Dans un même temps, la distribution de l'énergie à partir de
la centrale de production fait aussi l'objet d'une rénovation. “ Nous
allons installer un nouveau câble entre la centrale de production
et le plateau de l'auberge pour renforcer l'alimentation électrique
existante ” précise Moïse Romero. “ C'est un énorme câble de 400 m
de long pour 4 tonnes, ce qui représente d'importants travaux pour
le déploiement et l'enfouissement de ce nouvel équipement. A noter
que ces travaux n’auront pas d’impact sur l’environnement.”
Concernant les énergies renouvelables, Moïse Romero se montre
plus dubitatif : “ En fait, par rapport à la topographie du site et aux
besoins en énergie, le photovoltaïque n'est pas une solution envisageable
dans l'état actuel de développement de cette technologie. En effet,
cette dernière est une énergie propre mais non permanente, ce qui
nécessitera la mise en place de moyens de stockage tampon (batteries)

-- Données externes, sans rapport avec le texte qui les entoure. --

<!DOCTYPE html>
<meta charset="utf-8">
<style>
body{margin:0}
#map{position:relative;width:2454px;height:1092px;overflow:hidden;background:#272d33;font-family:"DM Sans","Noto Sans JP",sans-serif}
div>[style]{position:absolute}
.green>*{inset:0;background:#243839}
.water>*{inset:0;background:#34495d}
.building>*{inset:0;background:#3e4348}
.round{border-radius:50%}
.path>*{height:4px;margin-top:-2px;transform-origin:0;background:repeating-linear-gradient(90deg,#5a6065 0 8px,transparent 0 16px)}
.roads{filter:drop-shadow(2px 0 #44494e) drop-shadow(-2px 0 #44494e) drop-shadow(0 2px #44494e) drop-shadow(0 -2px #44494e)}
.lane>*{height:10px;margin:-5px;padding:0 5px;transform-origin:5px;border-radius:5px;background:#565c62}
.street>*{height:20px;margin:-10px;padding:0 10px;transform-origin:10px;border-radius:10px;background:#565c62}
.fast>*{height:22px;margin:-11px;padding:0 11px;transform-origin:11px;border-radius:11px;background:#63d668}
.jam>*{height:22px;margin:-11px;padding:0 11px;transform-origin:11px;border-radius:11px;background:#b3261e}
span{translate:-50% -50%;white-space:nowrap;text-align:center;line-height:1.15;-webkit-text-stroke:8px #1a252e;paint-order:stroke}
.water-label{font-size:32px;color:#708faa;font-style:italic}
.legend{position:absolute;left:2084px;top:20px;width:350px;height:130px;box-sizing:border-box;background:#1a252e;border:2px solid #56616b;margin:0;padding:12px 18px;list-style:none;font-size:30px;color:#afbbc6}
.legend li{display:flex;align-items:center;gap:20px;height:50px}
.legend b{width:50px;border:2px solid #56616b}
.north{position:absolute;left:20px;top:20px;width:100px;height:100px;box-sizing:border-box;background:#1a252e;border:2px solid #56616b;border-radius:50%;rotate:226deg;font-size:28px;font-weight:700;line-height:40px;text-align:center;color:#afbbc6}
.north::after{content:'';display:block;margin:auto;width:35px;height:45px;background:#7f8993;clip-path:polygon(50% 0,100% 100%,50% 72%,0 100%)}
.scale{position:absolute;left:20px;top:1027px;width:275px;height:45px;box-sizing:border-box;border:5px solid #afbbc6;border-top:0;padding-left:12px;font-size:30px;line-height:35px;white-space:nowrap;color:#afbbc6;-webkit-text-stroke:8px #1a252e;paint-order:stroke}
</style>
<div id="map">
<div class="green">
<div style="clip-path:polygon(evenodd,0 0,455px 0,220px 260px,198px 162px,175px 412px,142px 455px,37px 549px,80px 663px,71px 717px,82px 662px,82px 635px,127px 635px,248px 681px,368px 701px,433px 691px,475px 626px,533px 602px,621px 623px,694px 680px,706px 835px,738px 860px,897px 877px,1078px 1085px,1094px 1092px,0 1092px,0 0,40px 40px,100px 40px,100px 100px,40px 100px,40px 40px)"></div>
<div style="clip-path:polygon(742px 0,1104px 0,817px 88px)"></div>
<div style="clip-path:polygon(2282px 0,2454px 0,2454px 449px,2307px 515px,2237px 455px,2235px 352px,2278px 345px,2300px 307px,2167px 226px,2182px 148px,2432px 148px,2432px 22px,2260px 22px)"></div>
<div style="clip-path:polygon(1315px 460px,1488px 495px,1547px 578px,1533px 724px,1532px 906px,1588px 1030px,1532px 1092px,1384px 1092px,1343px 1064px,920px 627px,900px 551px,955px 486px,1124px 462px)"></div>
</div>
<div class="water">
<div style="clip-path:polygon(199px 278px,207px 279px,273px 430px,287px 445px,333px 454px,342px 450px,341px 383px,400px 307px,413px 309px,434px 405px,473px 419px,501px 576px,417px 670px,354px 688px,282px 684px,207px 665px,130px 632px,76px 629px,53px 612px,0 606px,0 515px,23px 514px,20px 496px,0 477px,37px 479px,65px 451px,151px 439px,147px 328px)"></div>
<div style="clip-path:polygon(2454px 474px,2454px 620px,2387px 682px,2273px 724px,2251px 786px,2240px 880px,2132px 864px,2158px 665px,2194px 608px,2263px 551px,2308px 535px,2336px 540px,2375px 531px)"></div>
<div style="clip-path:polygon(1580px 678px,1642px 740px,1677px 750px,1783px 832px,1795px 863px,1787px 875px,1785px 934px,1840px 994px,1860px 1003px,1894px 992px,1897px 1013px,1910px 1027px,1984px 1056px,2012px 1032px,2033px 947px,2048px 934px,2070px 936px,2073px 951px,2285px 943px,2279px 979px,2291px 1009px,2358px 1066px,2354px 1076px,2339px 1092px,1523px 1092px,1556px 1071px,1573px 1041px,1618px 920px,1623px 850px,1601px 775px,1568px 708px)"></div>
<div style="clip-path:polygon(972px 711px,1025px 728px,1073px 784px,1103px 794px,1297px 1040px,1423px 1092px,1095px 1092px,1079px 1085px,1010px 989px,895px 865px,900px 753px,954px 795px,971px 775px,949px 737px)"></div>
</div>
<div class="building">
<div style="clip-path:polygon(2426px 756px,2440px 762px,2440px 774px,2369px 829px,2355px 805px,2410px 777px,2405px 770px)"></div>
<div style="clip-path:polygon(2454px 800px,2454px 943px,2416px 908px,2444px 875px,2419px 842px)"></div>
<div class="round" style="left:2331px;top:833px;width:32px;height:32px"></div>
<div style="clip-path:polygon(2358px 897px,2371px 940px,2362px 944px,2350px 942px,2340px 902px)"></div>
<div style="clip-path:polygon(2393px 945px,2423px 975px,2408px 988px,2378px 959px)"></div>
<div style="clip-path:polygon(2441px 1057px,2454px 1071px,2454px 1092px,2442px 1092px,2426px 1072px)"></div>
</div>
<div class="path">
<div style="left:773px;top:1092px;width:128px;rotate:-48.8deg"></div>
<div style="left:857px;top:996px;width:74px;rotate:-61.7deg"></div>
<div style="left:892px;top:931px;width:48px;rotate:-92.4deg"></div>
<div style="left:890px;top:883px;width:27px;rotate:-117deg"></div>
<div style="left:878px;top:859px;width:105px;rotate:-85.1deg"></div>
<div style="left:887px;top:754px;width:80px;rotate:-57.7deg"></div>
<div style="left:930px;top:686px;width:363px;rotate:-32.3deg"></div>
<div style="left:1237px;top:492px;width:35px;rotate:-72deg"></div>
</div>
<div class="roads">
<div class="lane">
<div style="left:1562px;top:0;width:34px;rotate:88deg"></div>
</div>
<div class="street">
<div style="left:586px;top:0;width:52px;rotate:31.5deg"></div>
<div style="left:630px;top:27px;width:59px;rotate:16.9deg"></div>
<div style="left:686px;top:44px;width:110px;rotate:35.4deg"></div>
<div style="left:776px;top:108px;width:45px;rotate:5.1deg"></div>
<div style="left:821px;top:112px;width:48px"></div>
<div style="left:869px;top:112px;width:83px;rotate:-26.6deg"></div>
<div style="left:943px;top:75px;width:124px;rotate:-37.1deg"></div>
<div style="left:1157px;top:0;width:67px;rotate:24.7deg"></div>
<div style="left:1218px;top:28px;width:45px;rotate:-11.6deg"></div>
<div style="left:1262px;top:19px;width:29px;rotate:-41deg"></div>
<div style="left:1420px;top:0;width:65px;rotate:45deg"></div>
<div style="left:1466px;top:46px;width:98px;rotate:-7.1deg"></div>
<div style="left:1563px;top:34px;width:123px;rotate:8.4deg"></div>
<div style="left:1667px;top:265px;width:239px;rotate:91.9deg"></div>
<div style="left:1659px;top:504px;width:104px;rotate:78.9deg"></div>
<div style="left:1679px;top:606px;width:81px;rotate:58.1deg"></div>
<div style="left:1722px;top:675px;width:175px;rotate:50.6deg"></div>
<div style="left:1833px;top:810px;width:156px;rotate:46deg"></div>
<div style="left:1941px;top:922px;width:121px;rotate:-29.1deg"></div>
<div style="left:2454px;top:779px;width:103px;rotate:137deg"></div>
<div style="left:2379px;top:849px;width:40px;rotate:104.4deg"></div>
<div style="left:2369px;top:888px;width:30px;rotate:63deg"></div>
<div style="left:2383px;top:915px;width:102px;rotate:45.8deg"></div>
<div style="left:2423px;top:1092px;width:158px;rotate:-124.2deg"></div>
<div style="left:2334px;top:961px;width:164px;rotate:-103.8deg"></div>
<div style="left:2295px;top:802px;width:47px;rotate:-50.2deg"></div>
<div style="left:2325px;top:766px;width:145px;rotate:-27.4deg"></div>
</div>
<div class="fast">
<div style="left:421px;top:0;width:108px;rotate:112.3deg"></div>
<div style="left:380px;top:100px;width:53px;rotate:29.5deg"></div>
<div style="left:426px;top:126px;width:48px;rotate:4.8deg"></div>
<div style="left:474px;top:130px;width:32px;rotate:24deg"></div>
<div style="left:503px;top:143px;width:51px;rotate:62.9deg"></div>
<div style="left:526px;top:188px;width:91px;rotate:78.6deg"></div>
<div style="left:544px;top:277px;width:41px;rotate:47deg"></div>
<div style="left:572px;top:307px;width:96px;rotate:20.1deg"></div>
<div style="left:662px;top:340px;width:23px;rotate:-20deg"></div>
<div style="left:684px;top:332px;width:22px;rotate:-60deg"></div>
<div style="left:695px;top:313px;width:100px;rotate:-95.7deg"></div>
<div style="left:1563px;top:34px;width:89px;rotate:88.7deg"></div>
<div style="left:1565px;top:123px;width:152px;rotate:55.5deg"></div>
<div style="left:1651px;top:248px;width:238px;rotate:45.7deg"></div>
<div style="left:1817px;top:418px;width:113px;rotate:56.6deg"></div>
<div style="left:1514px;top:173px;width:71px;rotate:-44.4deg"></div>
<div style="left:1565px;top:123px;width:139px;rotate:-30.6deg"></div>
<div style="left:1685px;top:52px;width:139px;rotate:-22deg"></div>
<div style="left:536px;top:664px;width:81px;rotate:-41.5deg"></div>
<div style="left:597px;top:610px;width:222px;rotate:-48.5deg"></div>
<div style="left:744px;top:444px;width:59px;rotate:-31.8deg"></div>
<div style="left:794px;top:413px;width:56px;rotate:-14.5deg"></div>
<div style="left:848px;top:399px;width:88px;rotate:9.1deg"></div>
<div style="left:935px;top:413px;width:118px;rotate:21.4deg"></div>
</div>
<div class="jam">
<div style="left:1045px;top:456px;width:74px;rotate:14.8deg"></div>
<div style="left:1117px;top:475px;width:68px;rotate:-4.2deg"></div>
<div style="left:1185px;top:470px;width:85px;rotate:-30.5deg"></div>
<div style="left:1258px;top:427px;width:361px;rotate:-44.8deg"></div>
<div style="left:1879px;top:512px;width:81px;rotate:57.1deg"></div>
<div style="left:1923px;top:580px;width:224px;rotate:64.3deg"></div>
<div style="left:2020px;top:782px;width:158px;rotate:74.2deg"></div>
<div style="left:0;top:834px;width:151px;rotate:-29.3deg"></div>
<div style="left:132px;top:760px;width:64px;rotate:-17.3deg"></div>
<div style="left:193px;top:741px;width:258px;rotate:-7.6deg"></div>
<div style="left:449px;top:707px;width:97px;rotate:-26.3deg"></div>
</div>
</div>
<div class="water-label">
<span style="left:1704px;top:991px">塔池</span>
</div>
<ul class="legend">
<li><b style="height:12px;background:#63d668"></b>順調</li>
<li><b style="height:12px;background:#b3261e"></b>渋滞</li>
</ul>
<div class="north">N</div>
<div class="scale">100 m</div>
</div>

ou d’autres sources pour continuer la production d’énergie lorsque
le soleil n’est plus présent. Aujourd’hui, la performance des batteries
est très limitée (autonomie, durée de vie) et le coût de ces dernières
est élevé. Par ailleurs, l’installation de panneaux solaires photovoltaïques
nécessite de la surface disponible au sol ou en toiture en fonction de
la puissance installée. La surface disponible en toiture des bâtiments
concernés n'est pas suffisante, ces panneaux solaires devraient être
installés au sol, ce qui dénaturerait l’aspect naturel du site car il faudrait
abattre des arbres.”
Autres travaux achevés ou en cours sur l'île Royale pour cet été :
les façades de l'auberge ont été ravalées tandis que les jardins
de l'ancienne maison du directeur, aujourd'hui Musée du bagne,
ont bénéficié d'un nettoyage permettant de mettre à jours
les murs de soutènement et autres constructions datant
de l'époque du bagne. Ces travaux de nettoyage ont été menés
avec l'association CHAM qui s'occupe de réinsertion de jeunes
en difficulté. Par la suite, les jardins seront progressivement
et durablement replantés.
Côté projets à plus long terme, notons que l'accès à la «piscine des
bagnards» – rare point de baignade de l'île – devrait être aménagé,
avec des escaliers, pour sécuriser ce lieu très prisé des baigneurs.
Enfin, le CNES a également décidé de se doter d'un moyen
nautique conséquent pour pouvoir apporter, de façon autonome,
marchandises et matériaux divers sur l'île. 4
Propriété du CNES depuis 1971, les Iles du Salut font régulièrement l'objet de travaux d'aménagement et de valorisation.